The listing below holds a line with "Parse the map" and a line with "What data does". Reproduce those two lines exactly, plus everything between them.

## PROVIDED DATA:
[Start of section]
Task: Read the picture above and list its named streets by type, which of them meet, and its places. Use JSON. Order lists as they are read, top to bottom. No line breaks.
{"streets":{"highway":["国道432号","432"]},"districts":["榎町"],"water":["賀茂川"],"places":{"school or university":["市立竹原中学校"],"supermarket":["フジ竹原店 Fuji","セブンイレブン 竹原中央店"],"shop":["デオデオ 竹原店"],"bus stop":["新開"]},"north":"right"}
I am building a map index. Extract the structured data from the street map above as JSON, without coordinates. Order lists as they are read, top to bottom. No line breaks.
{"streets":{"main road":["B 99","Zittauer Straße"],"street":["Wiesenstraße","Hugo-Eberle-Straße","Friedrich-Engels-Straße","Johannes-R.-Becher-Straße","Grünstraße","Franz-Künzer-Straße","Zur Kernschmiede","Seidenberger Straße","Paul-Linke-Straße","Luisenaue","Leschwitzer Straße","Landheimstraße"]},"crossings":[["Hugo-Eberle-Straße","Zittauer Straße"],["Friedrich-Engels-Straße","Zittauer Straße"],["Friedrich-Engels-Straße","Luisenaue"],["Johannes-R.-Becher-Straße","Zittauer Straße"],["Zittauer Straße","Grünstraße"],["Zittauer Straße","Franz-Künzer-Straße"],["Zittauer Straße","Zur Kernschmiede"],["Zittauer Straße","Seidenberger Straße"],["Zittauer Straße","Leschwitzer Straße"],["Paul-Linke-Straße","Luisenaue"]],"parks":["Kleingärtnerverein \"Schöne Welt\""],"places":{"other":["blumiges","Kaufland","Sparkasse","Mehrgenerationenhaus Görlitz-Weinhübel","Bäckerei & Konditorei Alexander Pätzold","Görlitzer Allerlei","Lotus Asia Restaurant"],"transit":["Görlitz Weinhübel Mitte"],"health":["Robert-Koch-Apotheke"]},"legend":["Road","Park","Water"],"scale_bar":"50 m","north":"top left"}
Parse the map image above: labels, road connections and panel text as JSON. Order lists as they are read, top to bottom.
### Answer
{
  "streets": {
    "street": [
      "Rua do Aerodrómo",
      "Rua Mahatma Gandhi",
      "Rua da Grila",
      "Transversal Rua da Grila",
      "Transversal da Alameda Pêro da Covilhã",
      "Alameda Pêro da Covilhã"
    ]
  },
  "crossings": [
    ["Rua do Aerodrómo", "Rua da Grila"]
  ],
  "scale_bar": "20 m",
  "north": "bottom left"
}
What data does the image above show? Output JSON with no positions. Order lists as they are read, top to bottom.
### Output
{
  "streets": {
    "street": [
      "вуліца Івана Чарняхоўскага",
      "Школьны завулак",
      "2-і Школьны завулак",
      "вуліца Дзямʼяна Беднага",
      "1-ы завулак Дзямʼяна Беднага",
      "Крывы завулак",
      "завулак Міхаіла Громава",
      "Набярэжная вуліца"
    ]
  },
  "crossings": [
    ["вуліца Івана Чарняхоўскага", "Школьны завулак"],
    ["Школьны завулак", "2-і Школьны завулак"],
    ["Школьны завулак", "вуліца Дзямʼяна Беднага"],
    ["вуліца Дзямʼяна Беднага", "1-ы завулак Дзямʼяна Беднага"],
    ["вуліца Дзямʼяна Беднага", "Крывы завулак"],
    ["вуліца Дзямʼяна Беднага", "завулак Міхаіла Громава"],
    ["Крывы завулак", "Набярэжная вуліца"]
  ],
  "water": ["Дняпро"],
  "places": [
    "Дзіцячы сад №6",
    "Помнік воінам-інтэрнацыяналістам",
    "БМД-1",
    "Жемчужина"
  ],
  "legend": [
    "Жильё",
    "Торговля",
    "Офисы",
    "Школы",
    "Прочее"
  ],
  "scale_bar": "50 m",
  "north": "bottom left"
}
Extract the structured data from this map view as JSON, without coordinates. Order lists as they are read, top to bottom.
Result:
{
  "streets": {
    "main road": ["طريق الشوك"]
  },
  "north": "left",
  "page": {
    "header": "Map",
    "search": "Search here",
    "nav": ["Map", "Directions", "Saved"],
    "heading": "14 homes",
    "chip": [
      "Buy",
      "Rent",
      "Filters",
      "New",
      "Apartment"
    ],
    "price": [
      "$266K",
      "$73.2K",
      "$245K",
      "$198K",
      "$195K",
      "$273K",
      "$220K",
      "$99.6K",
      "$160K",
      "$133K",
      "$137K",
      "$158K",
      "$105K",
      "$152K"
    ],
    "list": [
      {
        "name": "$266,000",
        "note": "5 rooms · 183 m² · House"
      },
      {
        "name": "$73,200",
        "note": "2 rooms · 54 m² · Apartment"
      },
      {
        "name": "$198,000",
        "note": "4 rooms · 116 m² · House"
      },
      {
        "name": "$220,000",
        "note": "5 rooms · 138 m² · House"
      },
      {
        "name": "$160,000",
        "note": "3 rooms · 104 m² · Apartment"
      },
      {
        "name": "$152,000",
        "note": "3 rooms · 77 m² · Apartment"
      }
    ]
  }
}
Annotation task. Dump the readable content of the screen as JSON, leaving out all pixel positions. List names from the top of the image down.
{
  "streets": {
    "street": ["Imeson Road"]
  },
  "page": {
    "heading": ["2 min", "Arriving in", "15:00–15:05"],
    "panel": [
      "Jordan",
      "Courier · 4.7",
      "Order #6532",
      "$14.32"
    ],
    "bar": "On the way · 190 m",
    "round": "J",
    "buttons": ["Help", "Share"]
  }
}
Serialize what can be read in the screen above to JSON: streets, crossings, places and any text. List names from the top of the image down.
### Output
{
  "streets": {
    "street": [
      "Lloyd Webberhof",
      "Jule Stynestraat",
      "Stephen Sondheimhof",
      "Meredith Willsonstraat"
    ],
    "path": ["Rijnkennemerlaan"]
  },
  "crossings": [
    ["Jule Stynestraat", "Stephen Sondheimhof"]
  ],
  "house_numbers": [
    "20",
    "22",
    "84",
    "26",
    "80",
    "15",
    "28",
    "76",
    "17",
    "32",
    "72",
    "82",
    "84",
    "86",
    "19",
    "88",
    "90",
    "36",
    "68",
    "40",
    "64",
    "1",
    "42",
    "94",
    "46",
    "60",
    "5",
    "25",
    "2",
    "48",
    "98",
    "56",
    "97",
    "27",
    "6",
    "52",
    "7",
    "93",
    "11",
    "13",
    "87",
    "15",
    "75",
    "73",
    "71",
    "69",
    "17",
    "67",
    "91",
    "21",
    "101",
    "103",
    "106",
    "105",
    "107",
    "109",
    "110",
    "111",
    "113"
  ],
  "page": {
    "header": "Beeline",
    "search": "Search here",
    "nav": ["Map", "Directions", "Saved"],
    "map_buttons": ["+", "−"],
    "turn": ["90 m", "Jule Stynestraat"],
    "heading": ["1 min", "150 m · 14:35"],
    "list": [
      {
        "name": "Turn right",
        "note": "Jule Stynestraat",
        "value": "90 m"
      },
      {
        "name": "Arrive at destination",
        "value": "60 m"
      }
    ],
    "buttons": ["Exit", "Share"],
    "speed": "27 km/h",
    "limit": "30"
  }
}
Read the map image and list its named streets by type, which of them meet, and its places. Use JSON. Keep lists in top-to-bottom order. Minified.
[End of section]
## RESULT:
Parse the map image above: labels, road connections and panel text as JSON. Order lists as they are read, top to bottom.
### Answer
{
  "streets": {
    "street": [
      "Rua do Aerodrómo",
      "Rua Mahatma Gandhi",
      "Rua da Grila",
      "Transversal Rua da Grila",
      "Transversal da Alameda Pêro da Covilhã",
      "Alameda Pêro da Covilhã"
    ]
  },
  "crossings": [
    ["Rua do Aerodrómo", "Rua da Grila"]
  ],
  "scale_bar": "20 m",
  "north": "bottom left"
}
What data does the image above show? Output JSON with no positions. Order lists as they are read, top to bottom.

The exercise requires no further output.